Abstract
There had been a policy debate to improve administrative efficiency of public hospitals in rural areas through reform under the “Public Hospital Reform Guidelines,” when the Great East Japan Earthquake struck rural Iwate on March 11, 2011. This report summarized the financial and sociopolitical situations that public hospitals in rural Iwate, local major providers of healthcare, have been facing in the revival course since the Earthquake, in order to identify policy challenges toward improving the financial sustainability of public hospitals in agricultural rural medical districts. Four lessons were mainly extracted, as follows :
(1) Public providers have been playing a significant role in providing healthcare services in agricultural districts in Iwate since before the disaster, and the revival of their capacity is indispensable for recovery of the local community.
(2) Even before the disaster, however, these public providers had already faced financial difficulties and were forced to downsize their services. The situation has not changed and the challenge remains.

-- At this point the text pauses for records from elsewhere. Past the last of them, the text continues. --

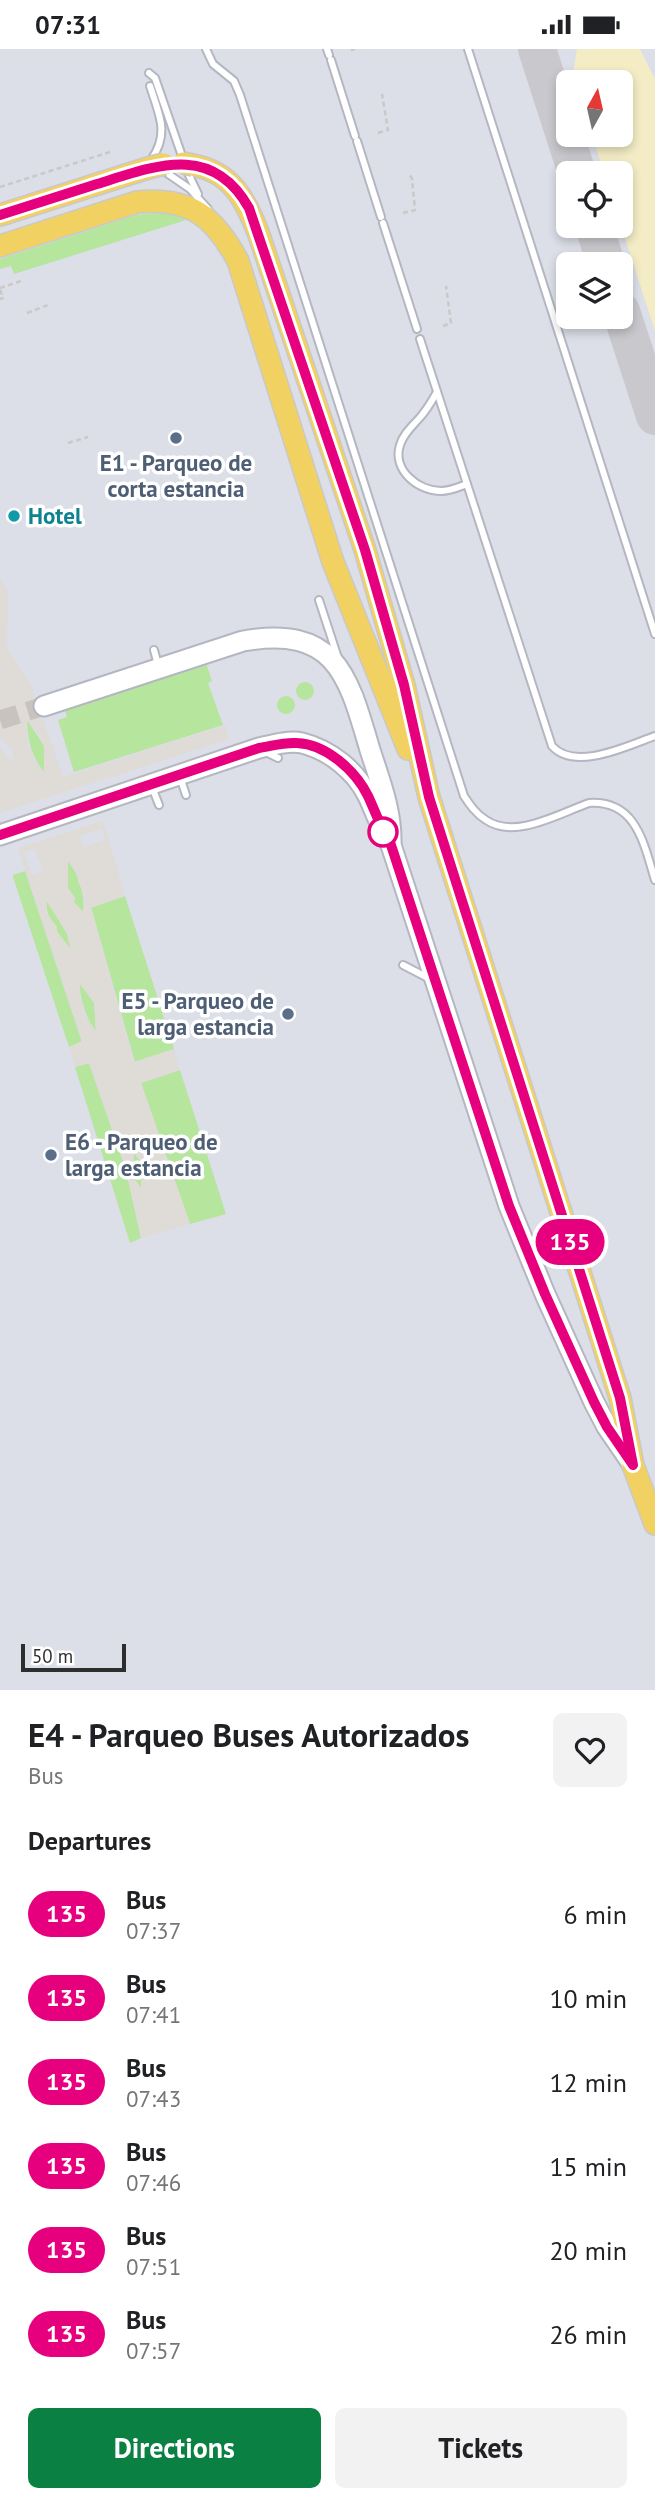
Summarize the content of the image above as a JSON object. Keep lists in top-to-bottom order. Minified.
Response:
{"places":["E1 - Parqueo de corta estancia","Hotel","E5 - Parqueo de larga estancia","E6 - Parqueo de larga estancia"],"lines":["bus line 135"],"scale_bar":"50 m","north":"top","page":{"status":"07:31","on_map":"135","scale":"50 m","heading":[["E4 - Parqueo Buses Autorizados","Bus"],"Departures"],"list":[{"mark":"135","name":"Bus","note":"07:37","value":"6 min"},{"mark":"135","name":"Bus","note":"07:41","value":"10 min"},{"mark":"135","name":"Bus","note":"07:43","value":"12 min"},{"mark":"135","name":"Bus","note":"07:46","value":"15 min"},{"mark":"135","name":"Bus","note":"07:51","value":"20 min"},{"mark":"135","name":"Bus","note":"07:57","value":"26 min"}],"buttons":["Directions","Tickets"]}}
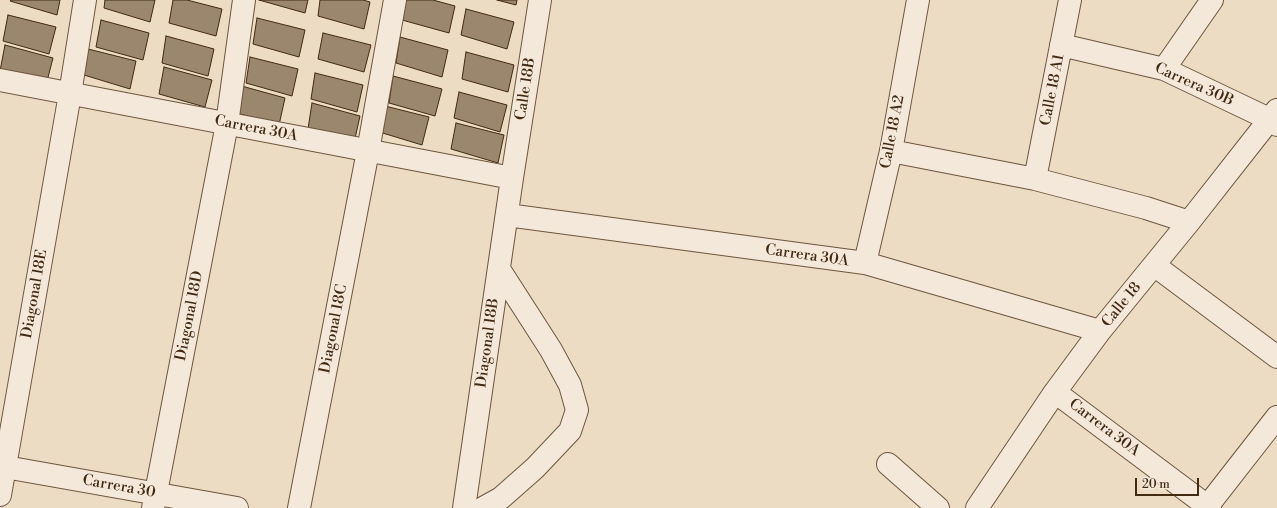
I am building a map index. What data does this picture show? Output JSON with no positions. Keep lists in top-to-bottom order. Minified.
{"streets":{"street":["Carrera 30B","Calle 18B","Calle 18 A1","Carrera 30A","Calle 18 A2","Diagonal 18E","Calle 18","Diagonal 18D","Diagonal 18C","Diagonal 18B","Carrera 30"]},"crossings":[["Carrera 30B","Calle 18 A1"],["Carrera 30B","Calle 18"],["Calle 18B","Carrera 30A"],["Calle 18B","Diagonal 18B"],["Carrera 30A","Calle 18 A2"],["Carrera 30A","Diagonal 18E"],["Carrera 30A","Calle 18"],["Carrera 30A","Diagonal 18D"],["Carrera 30A","Diagonal 18C"],["Carrera 30A","Diagonal 18B"],["Diagonal 18E","Carrera 30"],["Diagonal 18D","Carrera 30"]],"scale_bar":"20 m"}
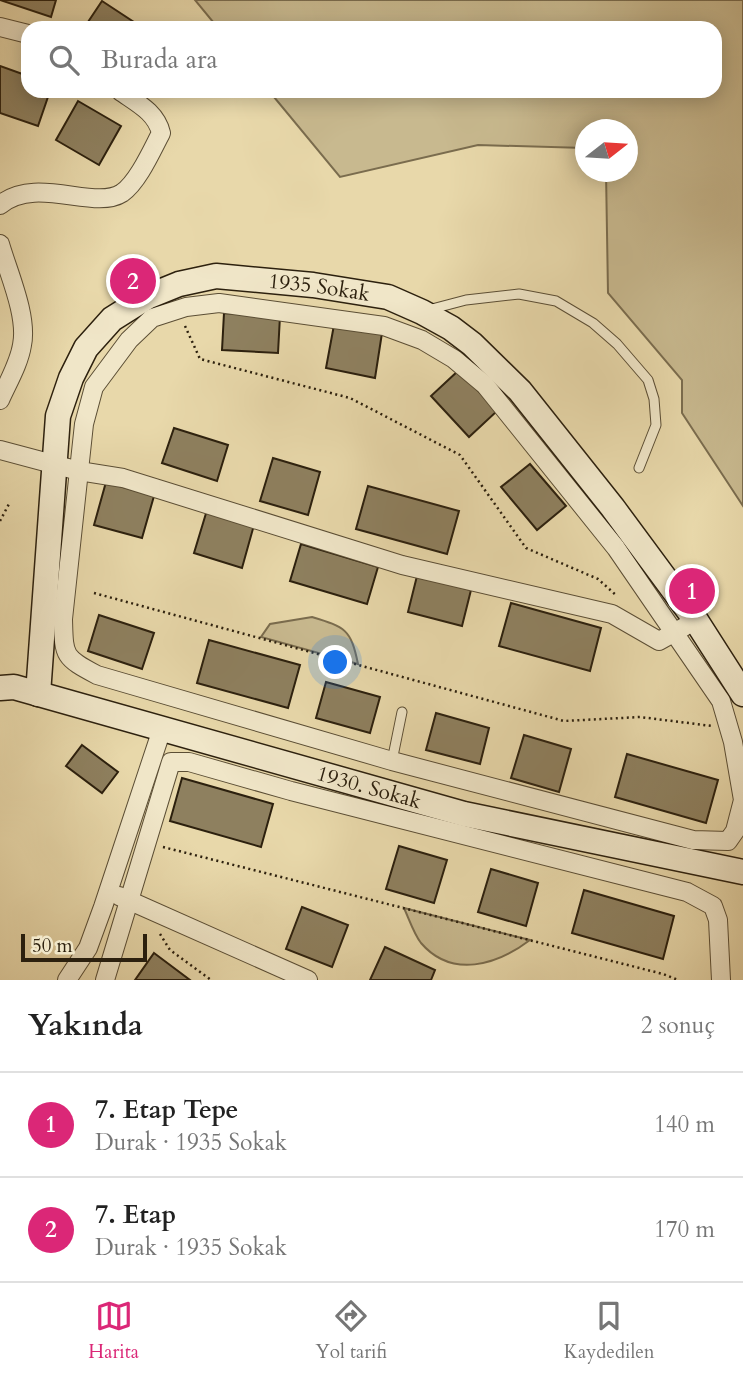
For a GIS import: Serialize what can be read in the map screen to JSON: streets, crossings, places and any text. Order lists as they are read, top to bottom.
{
  "streets": {
    "street": ["1935 Sokak", "1930. Sokak"]
  },
  "crossings": [
    ["1935 Sokak", "1930. Sokak"]
  ],
  "scale_bar": "50 m",
  "north": "right",
  "page": {
    "search": "Burada ara",
    "pins": ["2", "1"],
    "scale": "50 m",
    "heading": ["Yakında", "2 sonuç"],
    "list": [
      {
        "mark": "1",
        "name": "7. Etap Tepe",
        "note": "Durak · 1935 Sokak",
        "value": "140 m"
      },
      {
        "mark": "2",
        "name": "7. Etap",
        "note": "Durak · 1935 Sokak",
        "value": "170 m"
      }
    ],
    "nav": ["Harita", "Yol tarifi", "Kaydedilen"]
  }
}
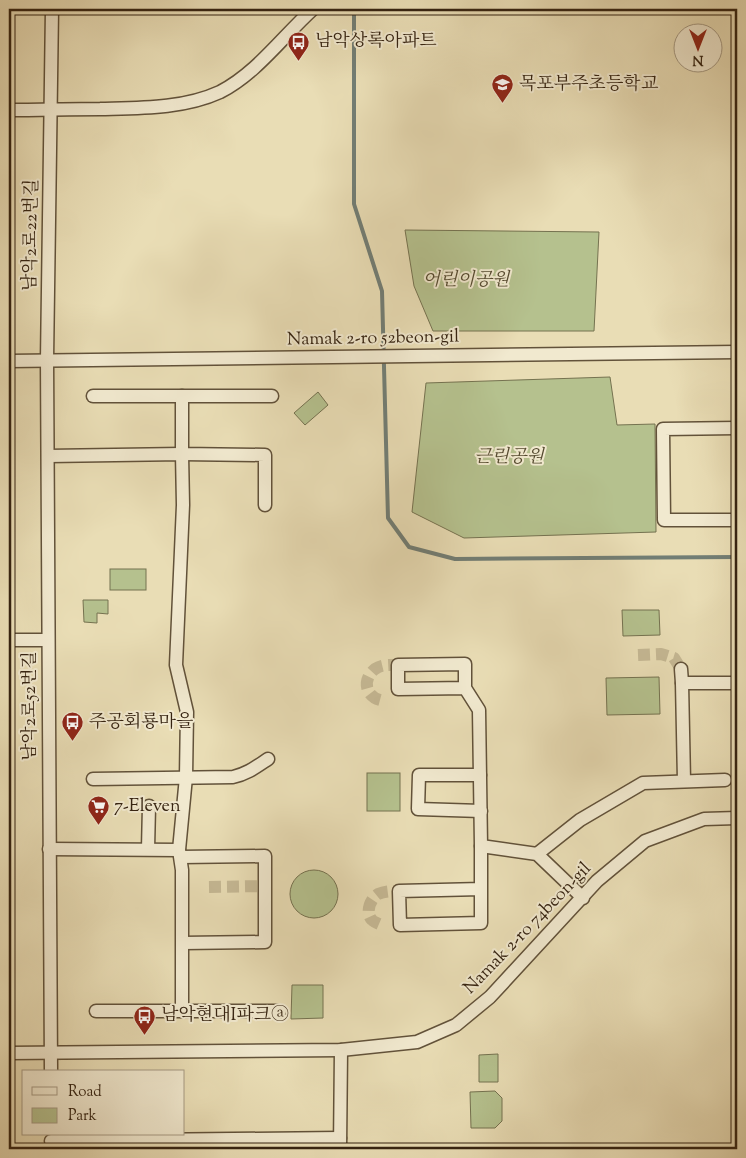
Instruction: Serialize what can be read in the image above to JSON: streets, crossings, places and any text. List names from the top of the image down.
{
  "streets": {
    "street": [
      "남악2로22번길",
      "Namak 2-ro 52beon-gil",
      "남악2로52번길",
      "Namak 2-ro 74beon-gil"
    ]
  },
  "crossings": [
    ["남악2로22번길", "Namak 2-ro 52beon-gil"],
    ["남악2로22번길", "남악2로52번길"],
    ["Namak 2-ro 52beon-gil", "남악2로52번길"],
    ["남악2로52번길", "Namak 2-ro 74beon-gil"]
  ],
  "parks": ["어린이공원", "근린공원"],
  "places": {
    "bus stop": ["남악상록아파트", "주공회룡마을", "남악현대I파크ⓐ"],
    "school or university": ["목포부주초등학교"],
    "supermarket": ["7-Eleven"]
  },
  "legend": ["Road", "Park"],
  "north": "bottom"
}
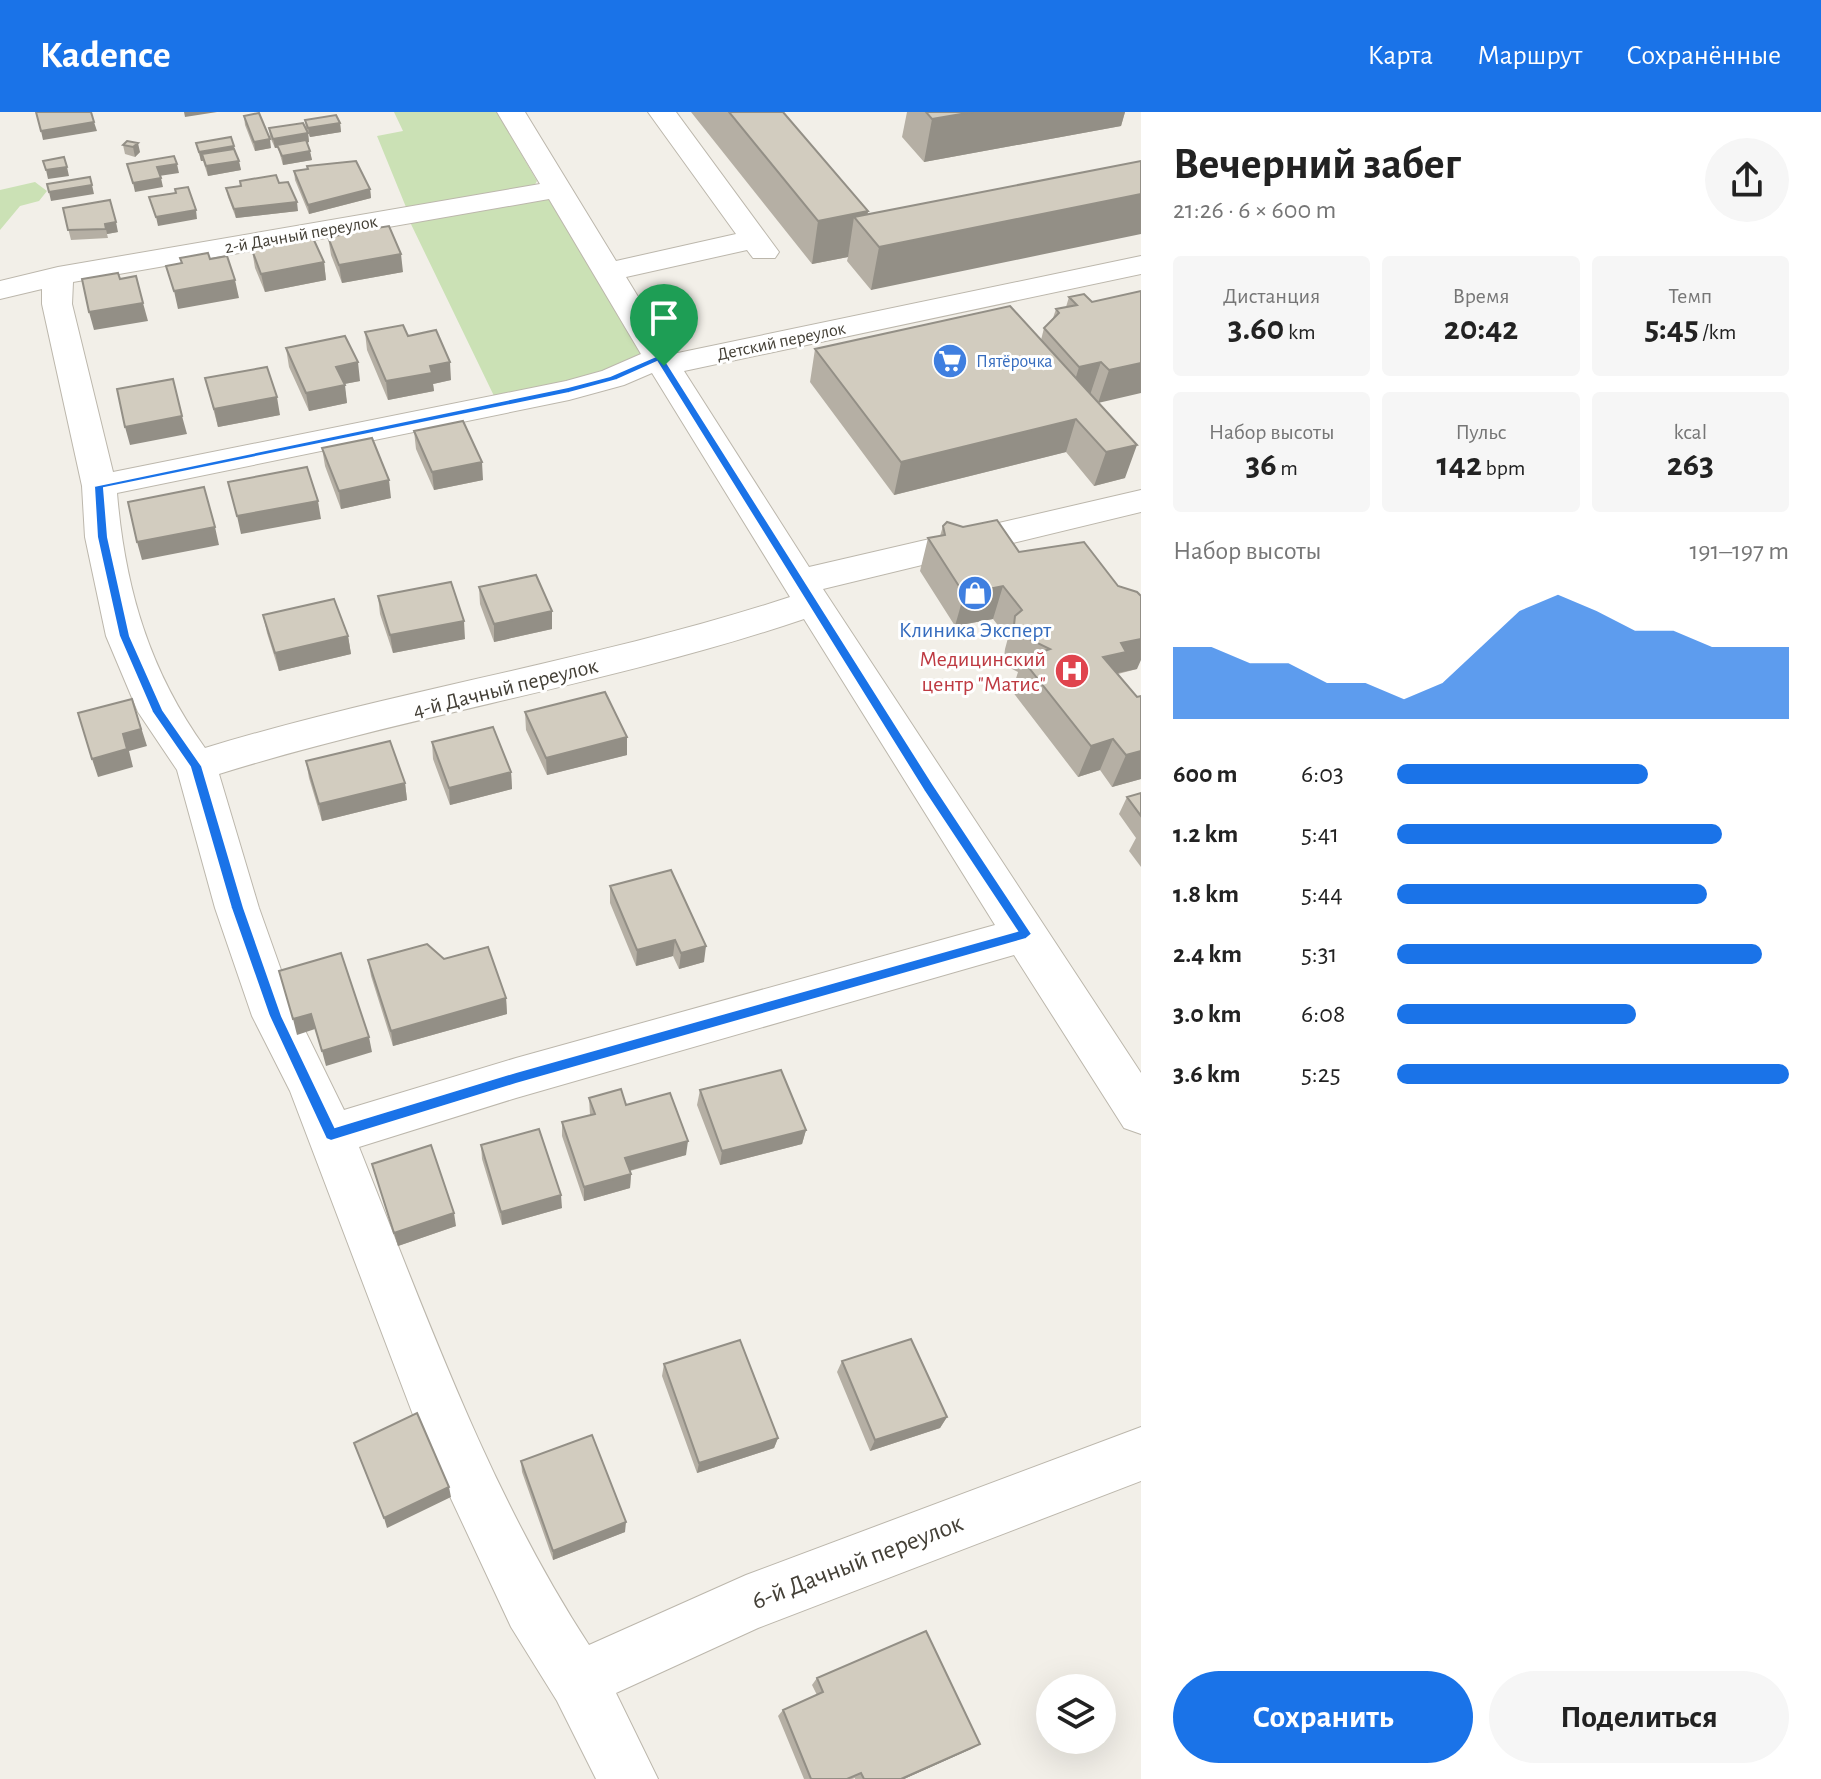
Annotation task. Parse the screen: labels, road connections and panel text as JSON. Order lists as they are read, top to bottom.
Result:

(3) Case studies suggested several conditions were required for the revival of public hospitals : trust between the prefectural and municipal governments, public providers, and local residents ; flexible functional division between hospitals and clinics ; and integration of medical, nursing, and welfare programs. The significance of these conditions was brought to light in a more intense manner after the earthquake.
(4) Meeting these conditions is expected to improve the financial sustainability of public hospitals in rural agricultural districts.